→ **TASK INPUTS**:
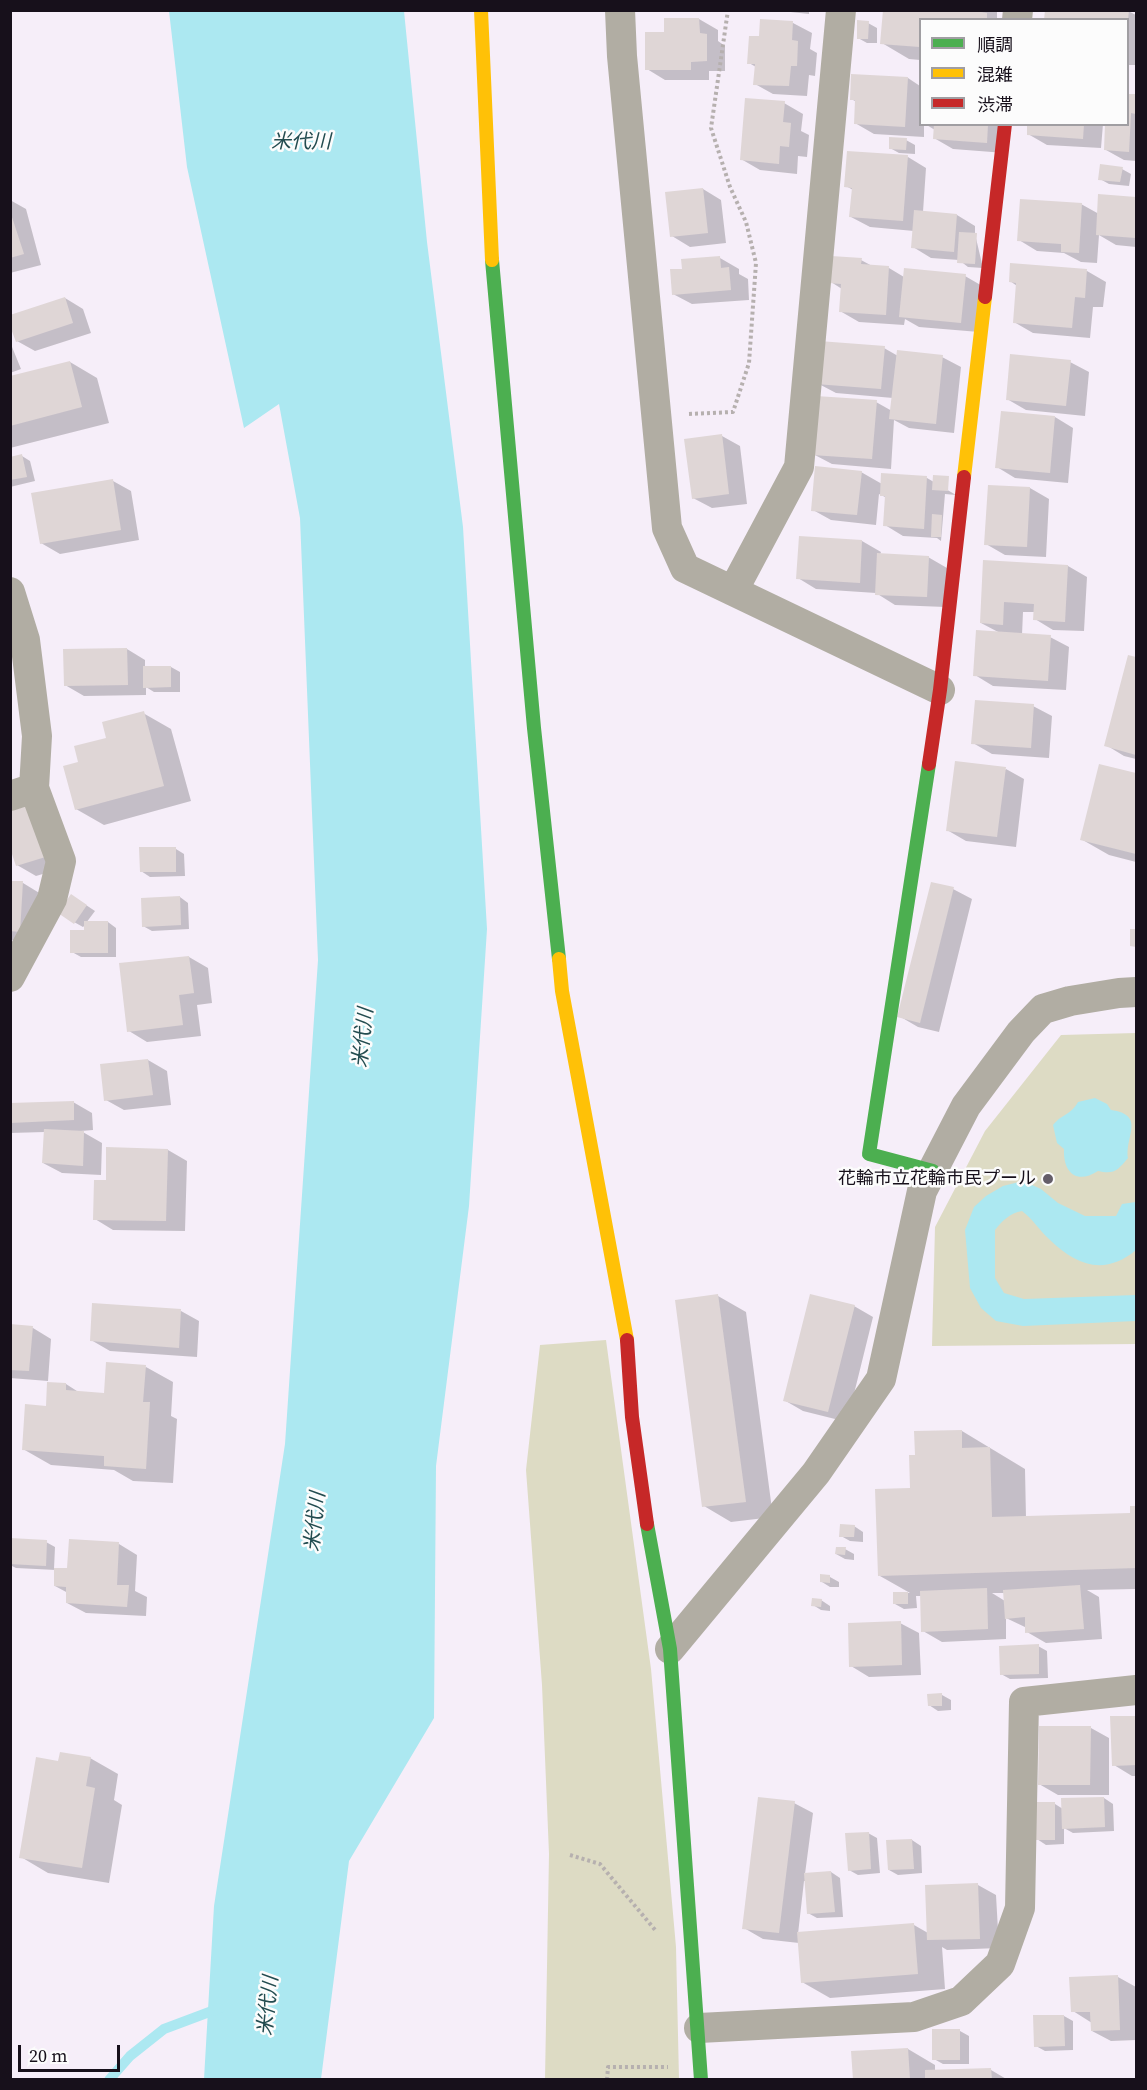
<!DOCTYPE html>
<meta charset="utf-8">
<style>
body{margin:0}
#map{position:relative;width:1147px;height:2090px;overflow:hidden;background:#f6eef9;font-family:"Source Serif 4","Noto Sans JP",serif}
canvas{display:block}
.frame{position:absolute;inset:0;border:12px solid #17101b;pointer-events:none}
.legend{position:absolute;left:919px;top:18px;width:210px;height:108px;box-sizing:border-box;background:#fcfcfc;border:2px solid #a09ea2;margin:0;padding:8px 10px;list-style:none;font-size:18px;color:#17101b}
.legend li{display:flex;align-items:center;gap:12px;height:30px}
.legend b{width:30px;border:2px solid #a09ea2}
.scale{position:absolute;left:18px;top:2045px;width:102px;height:27px;box-sizing:border-box;border:3px solid #17101b;border-top:0;padding-left:8px;font-size:18px;line-height:21px;white-space:nowrap;color:#17101b;-webkit-text-stroke:4px #fcfcfc;paint-order:stroke}
</style>
<div id="map">
<canvas width="1147" height="2090"></canvas>
<div class="frame"></div>
<ul class="legend">
<li><b style="height:8px;background:#4caf50"></b>順調</li>
<li><b style="height:8px;background:#ffc107"></b>混雑</li>
<li><b style="height:8px;background:#c62828"></b>渋滞</li>
</ul>
<div class="scale">20 m</div>
</div>
<script>
const ctx = document.querySelector('canvas').getContext('2d');
ctx.lineJoin = 'round';
function fillPath(path, color) { ctx.fillStyle = color; ctx.fill(path, 'evenodd'); }
function strokePath(path, color, width, dash) { ctx.strokeStyle = color; ctx.lineWidth = width; ctx.lineCap = dash ? 'butt' : 'round'; ctx.setLineDash(dash || []); ctx.stroke(path); }
function write(font, color, halo, rows, align = 'center') {
  ctx.font = font + ' "Source Serif 4","Noto Sans JP",serif'; ctx.lineWidth = 5; ctx.setLineDash([]); ctx.textBaseline = 'middle'; ctx.strokeStyle = halo; ctx.fillStyle = color; for (const [text, x, y, turn = 0] of rows) {
    ctx.save(); ctx.translate(x, y); ctx.rotate((+turn || 0) * Math.PI / 180); ctx.textAlign = isNaN(turn) ? turn : align; if (halo) ctx.strokeText(text, 0, 0); ctx.fillText(text, 0, 0); ctx.restore();
  }
}
fillPath(new Path2D(`
 M1136,1033V1344L932,1346L935,1227L985,1131L1061,1035Z
 M606,1340L651,1669L676,1947L679,2079H545L549,1854L542,1685L526,1470L540,1345Z`), '#dddbc4');
fillPath(new Path2D(`
 M169,11H404L427,242L463,527L487,929L469,1206L436,1466L434,1718L349,1861L321,2079H204L214,1906L285,1444L318,960L300,518L279,404L244,428L187,167Z
 M1095,1098L1107,1104L1111,1110C1146,1115 1125,1136 1128,1158C1118,1170 1114,1175 1098,1171C1076,1185 1063,1172 1064,1149L1057,1143L1053,1125C1063,1113 1070,1116 1078,1102Z
 M1023,1181L1041,1189L1058,1203L1085,1216H1116L1122,1204L1136,1202V1250C1105,1276 1076,1266 1049,1239C1039,1230 1033,1219 1022,1211C1010,1213 1002,1221 995,1230V1278L1004,1293L1024,1299L1136,1295V1321L1023,1326L996,1321L981,1308L970,1288L965,1230L974,1207L986,1196L1003,1186Z`), '#ace8f1');
fillPath(new Path2D(`
 M772,10H809V14Z
 M884,10H997V20H920V60L909,59L882,43Z
 M1128,11L1136,15V65H1128Z
 M699,19L718,30V41L725,46V71H709V80H665L647,69L666,33Z
 M761,21L793,23L812,33L810,49L817,53L815,76L809,75L807,96L773,94L755,84L756,67L749,63L760,38Z
 M868,23L877,28V43H867L858,38Z
 M908,78L920,86V124H924V137L874,134L855,123L857,102L851,99Z
 M1128,96H1136V161L1124,160L1106,150L1128,124Z
 M784,103L803,114L801,131L809,135L807,157L798,156L797,174L760,170L741,159Z
 M925,124H1007L1005,153L953,149L934,138L935,130Z
 M1029,124H1103L1101,148L1047,145L1028,134Z
 M906,140L915,145V154L899,153L890,148Z
 M908,157L926,168L923,212L957,215L975,226V234L983,268L968,267L959,260L931,258L913,247L914,231L870,227L851,217L853,190L846,186Z
 M1122,169L1131,174L1129,186L1109,184L1100,179Z
 M703,189L721,200L726,243L690,247L672,236Z
 M1100,196L1136,198V247L1116,245L1099,235L1097,263L1081,262L1064,253L1037,251L1019,240L1081,204L1099,214Z
 M10,200L26,209L41,265L10,273Z
 M720,258L739,269V274L748,279L749,300L692,304L673,294L684,270Z
 M861,260L874,267L889,268L904,277L965,276L984,287L979,332L919,327L905,319L904,325L859,322L840,311L842,289L831,282Z
 M1011,265L1087,271L1106,282L1103,307H1093L1090,338L1033,333L1014,322L1017,286L1010,281Z
 M65,298L83,309L91,333L35,351L17,341Z
 M10,342L21,369L10,373Z
 M884,348L898,356L942,357L961,367L954,433L909,428L894,420L891,469L832,464L813,454L876,402L892,411L893,398L836,393L817,383Z
 M70,362L97,378L109,423L10,448V378Z
 M1070,362L1089,372L1085,416L1026,410L1007,399Z
 M1055,417L1073,428L1068,483L1015,478L997,467Z
 M722,436L740,446L747,504L712,508L693,498Z
 M22,456L30,461L35,481L10,487V458Z
 M861,472L882,484L883,475L927,478L956,495L945,494L941,541L937,538L903,536L885,525L887,498L879,494L876,525L831,520L813,510Z
 M113,481L131,491L139,540L60,554L41,543Z
 M989,486L1030,488L1049,499L1046,557L1005,555L986,544Z
 M800,537L862,541L881,552L880,555L928,557L947,568L945,607L895,605L876,593L816,589L798,578Z
 M985,562L1068,566L1087,577L1084,631L1053,630L1035,619V612H1023L1022,635L1050,637L1069,647L1066,690L993,686L975,675L1000,633L981,623Z
 M127,649L145,660V668L171,667L180,672V692H154L146,687V695L84,696L65,685Z
 M1129,657L1136,659V759L1124,756L1106,745Z
 M1033,706L1052,716L1049,758L992,754L973,743Z
 M143,713L171,729L191,801L104,825L76,809L80,763Z
 M1100,766L1136,775V862L1109,855L1081,839Z
 M1006,769L1024,779L1016,847L966,841L947,830Z
 M10,808L70,866L36,876L17,865L14,853L10,854Z
 M176,849L184,854L185,876L150,877L141,871Z
 M10,882L23,883L41,894L38,942L10,940Z
 M953,889L972,899L939,1032L918,1027L899,1016Z
 M180,897L188,903L189,929L152,931L143,926Z
 M80,901L95,911L86,923L108,922L116,928V957H81L72,952L86,931V924L83,927L74,922Z
 M189,957L208,968L212,1003L197,1005L201,1036L147,1042L129,1031Z
 M148,1060L167,1071L171,1105L124,1110L106,1100Z
 M73,1102L92,1113L93,1130L81,1131L102,1143L101,1175L62,1173L43,1163L45,1132L10,1133V1105Z
 M108,1149L168,1150L187,1161L185,1231L113,1230L95,1219L107,1182Z
 M718,1296L746,1312L773,1517L731,1522L704,1506Z
 M854,1306L873,1317L847,1422L803,1411L784,1400Z
 M181,1311L199,1321L197,1357L110,1351L91,1340Z
 M10,1326L33,1328L51,1339L48,1381L10,1378Z
 M146,1367L173,1382L171,1416L177,1419L173,1483L133,1481L114,1470L51,1465L23,1449L47,1407L66,1384L80,1393L105,1394Z
 M962,1431L1025,1469L1026,1518L1132,1515L1131,1507H1136V1589L1087,1590L1099,1597L1102,1639L1046,1643L1027,1632V1628L1006,1618V1639L942,1642L923,1631L921,1596H916L917,1608L904,1609L895,1604V1593H910L880,1576L912,1489L917,1457ZM992,1593H1004L1005,1601Z
 M854,1526L863,1532V1542L850,1541L841,1536Z
 M10,1540L46,1542L55,1547L54,1569L69,1570L119,1544L137,1555L135,1591L147,1597L146,1616L86,1613L67,1603L68,1593L55,1586L56,1570L16,1568L10,1565Z
 M845,1549L854,1554V1560L845,1559L836,1554Z
 M830,1577L839,1582V1587H830L822,1582Z
 M821,1600L830,1606V1611L821,1610L813,1605Z
 M900,1623L919,1633L921,1675L869,1677L851,1666Z
 M1038,1646L1047,1651L1048,1678L1010,1679L1001,1674Z
 M942,1695L951,1700V1710L938,1711L929,1705Z
 M1136,1717V1776H1132L1114,1765L1112,1718Z
 M1091,1728L1109,1738V1795H1058L1039,1784Z
 M90,1758L118,1774L114,1800L122,1805L109,1883L48,1873L21,1857L59,1763Z
 M1104,1798L1113,1804L1114,1831L1073,1833L1064,1828V1844L1046,1845L1037,1839L1055,1804L1063,1809Z
 M794,1803L813,1813L805,1874L831,1872L840,1878L843,1917L817,1918L808,1913L806,1881H804L798,1934L914,1925L928,1933L978,1885L996,1895L999,1948L947,1950L942,1947L945,1989L830,1998L802,1982L799,1943L763,1939L744,1928Z
 M868,1833L877,1838L880,1873L858,1875L849,1870Z
 M912,1840L921,1846L922,1873L898,1875L889,1870Z
 M1118,1977L1136,1987V2040L1111,2041L1092,2031V2023L1073,2011Z
 M1064,2016L1073,2021V2050L1045,2051L1036,2046Z
 M960,2031L969,2036V2064H943L934,2059Z
 M908,2049L935,2065V2071L991,2070L1008,2080H854Z`), '#0003');
strokePath(new Path2D(`
 M109,2080L130,2056L164,2029L220,2008`), '#ace8f1', 10);
fillPath(new Path2D(`
 M883,10H969L987,13V20H920V47L880,44Z
 M1045,10H1129L1128,20H1044Z
 M664,18H699L700,33L707,34V61L691,62V70H645V32H664Z
 M760,19L793,21L792,40L798,41L797,66H791L789,86L753,85L755,64H747L749,36H759Z
 M857,20L869,21L868,39H857Z
 M851,74L908,77L905,127L854,124L855,100H850Z
 M1128,94H1136V114L1131,113L1129,152L1104,150L1105,124H1128Z
 M745,98L785,101L783,122L791,123L789,147L780,146L779,164L740,160Z
 M934,124H988L987,143L933,139Z
 M1027,124H1084L1083,139L1027,135Z
 M889,137L907,138L906,150L889,149Z
 M847,151L908,155L903,221L849,217L852,188L844,187Z
 M1100,164L1123,167L1120,182L1098,180Z
 M703,188L708,233L670,237L665,192Z
 M1098,194L1136,197V238L1096,235Z
 M1020,199L1082,203L1079,253L1061,252V244L1017,241Z
 M914,210L957,214L954,252L911,248Z
 M10,211L24,254L10,258Z
 M959,232L977,233L975,264L957,263Z
 M720,256L721,268L729,267L731,290L672,295L670,269H682L681,259Z
 M831,256L862,258L861,264L889,266L886,315L839,312L841,284L829,283Z
 M1010,263L1087,269L1085,298L1075,297L1072,328L1013,323L1016,283L1009,282Z
 M904,268L966,274L961,323L899,317Z
 M65,297L73,323L16,342L10,326V315Z
 M819,341L885,346L881,389L816,384Z
 M897,350L943,355L936,424L889,419Z
 M1010,354L1071,360L1066,406L1006,400Z
 M70,361L82,407L10,426V376Z
 M816,396L877,400L872,459L812,455Z
 M1001,411L1055,416L1050,473L995,468Z
 M722,434L729,494L692,499L684,439Z
 M22,454L27,477L10,480V457Z
 M815,466L862,471L857,515L811,511Z
 M881,473L927,476L924,529L883,526L885,496H880Z
 M933,475L949,476L948,491L932,490Z
 M113,479L121,530L40,544L31,493Z
 M988,485L1030,487L1027,547L984,545Z
 M932,514L942,515L941,537H931Z
 M799,536L862,540L860,583L796,579Z
 M877,553L929,556L927,597L875,595Z
 M983,560L1068,565L1065,622L1033,620L1034,604L1004,602L1003,625L980,623Z
 M976,630L1051,635L1048,681L973,676Z
 M127,648L128,685L64,686L63,649Z
 M1128,655L1136,657V755L1104,746Z
 M143,666H171V687L143,688Z
 M975,700L1034,704L1031,748L971,744Z
 M144,711L164,786L75,810L63,766L78,762L74,746L106,738L102,722Z
 M955,761L1006,767L997,837L946,831Z
 M1099,764L1136,773V854L1080,840Z
 M36,799L52,855L16,866L10,848V806Z
 M139,847H176V872H140Z
 M10,881H23L20,932L10,931Z
 M931,882L954,887L920,1023L897,1017Z
 M71,894L87,905L74,924L58,913Z
 M180,896L181,925L142,927L141,898Z
 M84,921H108V953H70V930H84Z
 M1130,929H1136V947L1130,946Z
 M189,956L194,993L179,995L183,1025L127,1032L119,963Z
 M148,1059L153,1095L104,1101L100,1064Z
 M74,1101V1120L10,1123V1103Z
 M44,1129L84,1131L83,1166L42,1163Z
 M106,1147L168,1149L166,1221L93,1220L94,1180H106Z
 M718,1294L746,1502L702,1507L675,1300Z
 M810,1294L855,1305L828,1412L783,1401Z
 M92,1303L181,1309L179,1348L90,1341Z
 M10,1324L33,1326L29,1371L10,1370Z
 M106,1362L146,1365L143,1402H150L146,1469L104,1466V1456L22,1450L25,1404L46,1406L47,1382L66,1383V1390L104,1393Z
 M962,1430V1448L990,1447L992,1517L1130,1513V1506H1136V1568L878,1576L875,1489L910,1488L909,1455H915L914,1431Z
 M840,1524L855,1525L854,1537H839Z
 M10,1538L47,1540L46,1566L10,1564Z
 M69,1539L119,1542L117,1585H129L127,1607L66,1603V1587L54,1586V1568H67Z
 M836,1547H846L845,1555L835,1554Z
 M820,1574L830,1575V1583L820,1582Z
 M1080,1585L1084,1629L1025,1633V1617L1005,1619L1003,1590Z
 M987,1588L988,1629L921,1632L920,1591Z
 M893,1592H908V1604H893Z
 M812,1598L822,1599L821,1607L811,1606Z
 M901,1621L902,1665L849,1667L848,1623Z
 M1039,1644V1674L1000,1675L999,1646Z
 M942,1693V1706H928L927,1694Z
 M1110,1716H1136V1765L1112,1766Z
 M1039,1726H1091L1090,1785H1038Z
 M60,1752L91,1757L86,1786L95,1788L82,1868L19,1858L36,1757L58,1761Z
 M758,1797L795,1801L779,1933L742,1929Z
 M1104,1797L1105,1827L1062,1829L1061,1798Z
 M1036,1802H1055V1840H1036Z
 M869,1832L871,1869L848,1871L845,1833Z
 M912,1839L914,1869L888,1870L886,1840Z
 M831,1871L835,1912L807,1914L804,1873Z
 M978,1883L980,1939L927,1940L925,1885Z
 M914,1923L918,1974L801,1983L797,1932Z
 M1118,1975L1120,2030L1091,2031L1090,2012H1071L1069,1977Z
 M1033,2015H1064L1065,2046L1034,2047Z
 M932,2029H960V2060H932Z
 M908,2048L910,2080H853L851,2051Z
 M991,2068L992,2080H925V2070Z`), '#dfd6d6');
strokePath(new Path2D(`
 M689,414L733,412L749,363L756,263L746,222L730,187L711,128L728,10
 M570,1855L600,1864L656,1931
 M607,2080L608,2067H668`), '#b6b0af', 4, [3, 3]);
strokePath(new Path2D(`
 M620,10L622,56L667,528L685,568L940,690
 M1017,20L1018,10
 M733,591L799,467L841,10
 M10,592L25,640L37,736L34,788L61,861L52,899L10,977
 M10,796L34,788
 M670,1649L816,1473L881,1379L922,1191L966,1106L1021,1032L1043,1009L1070,1001L1119,993L1136,992
 M699,2028L914,2017L961,2001L1000,1964L1020,1908L1024,1702L1136,1690`), '#b1ada3', 30);
strokePath(new Path2D(`
 M492,260L534,728L559,959
 M929,764L869,1154L933,1171
 M647,1524L670,1649L701,2080`), '#4caf50', 14);
strokePath(new Path2D(`
 M481,10L492,260
 M964,477L985,297
 M559,959L562,991L627,1340`), '#ffc107', 14);
strokePath(new Path2D(`
 M985,297L1005,124
 M929,764L940,690L964,477
 M627,1340L632,1417L647,1524`), '#c62828', 14);
for (const [x, y, r, color] of [
 [1048,1179,6,"#655e69"]
]) { const dot = new Path2D(); dot.arc(x, y, r, 0, 2 * Math.PI); ctx.fillStyle = color; ctx.fill(dot); strokePath(dot, '#fcfcfc', 2); }
write('18px', '#17101b', '#fcfcfc', [
 ["花輪市立花輪市民プール",1036,1179]
], 'right');
write('italic 20px', '#234c50', '#fcfcfc', [
 ["米代川",301,143],
 ["米代川",364,1038,-84],
 ["米代川",316,1522,-84],
 ["米代川",269,2006,-84]
]);
</script>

→ **TASK GOAL**:
Print, with pictures removed, exactly the lines of the records above from the top through the line containing "function fillPath(path, color)".

→ **EXERCISE ANSWER**:
<!DOCTYPE html>
<meta charset="utf-8">
<style>
body{margin:0}
#map{position:relative;width:1147px;height:2090px;overflow:hidden;background:#f6eef9;font-family:"Source Serif 4","Noto Sans JP",serif}
canvas{display:block}
.frame{position:absolute;inset:0;border:12px solid #17101b;pointer-events:none}
.legend{position:absolute;left:919px;top:18px;width:210px;height:108px;box-sizing:border-box;background:#fcfcfc;border:2px solid #a09ea2;margin:0;padding:8px 10px;list-style:none;font-size:18px;color:#17101b}
.legend li{display:flex;align-items:center;gap:12px;height:30px}
.legend b{width:30px;border:2px solid #a09ea2}
.scale{position:absolute;left:18px;top:2045px;width:102px;height:27px;box-sizing:border-box;border:3px solid #17101b;border-top:0;padding-left:8px;font-size:18px;line-height:21px;white-space:nowrap;color:#17101b;-webkit-text-stroke:4px #fcfcfc;paint-order:stroke}
</style>
<div id="map">
<canvas width="1147" height="2090"></canvas>
<div class="frame"></div>
<ul class="legend">
<li><b style="height:8px;background:#4caf50"></b>順調</li>
<li><b style="height:8px;background:#ffc107"></b>混雑</li>
<li><b style="height:8px;background:#c62828"></b>渋滞</li>
</ul>
<div class="scale">20 m</div>
</div>
<script>
const ctx = document.querySelector('canvas').getContext('2d');
ctx.lineJoin = 'round';
function fillPath(path, color) { ctx.fillStyle = color; ctx.fill(path, 'evenodd'); }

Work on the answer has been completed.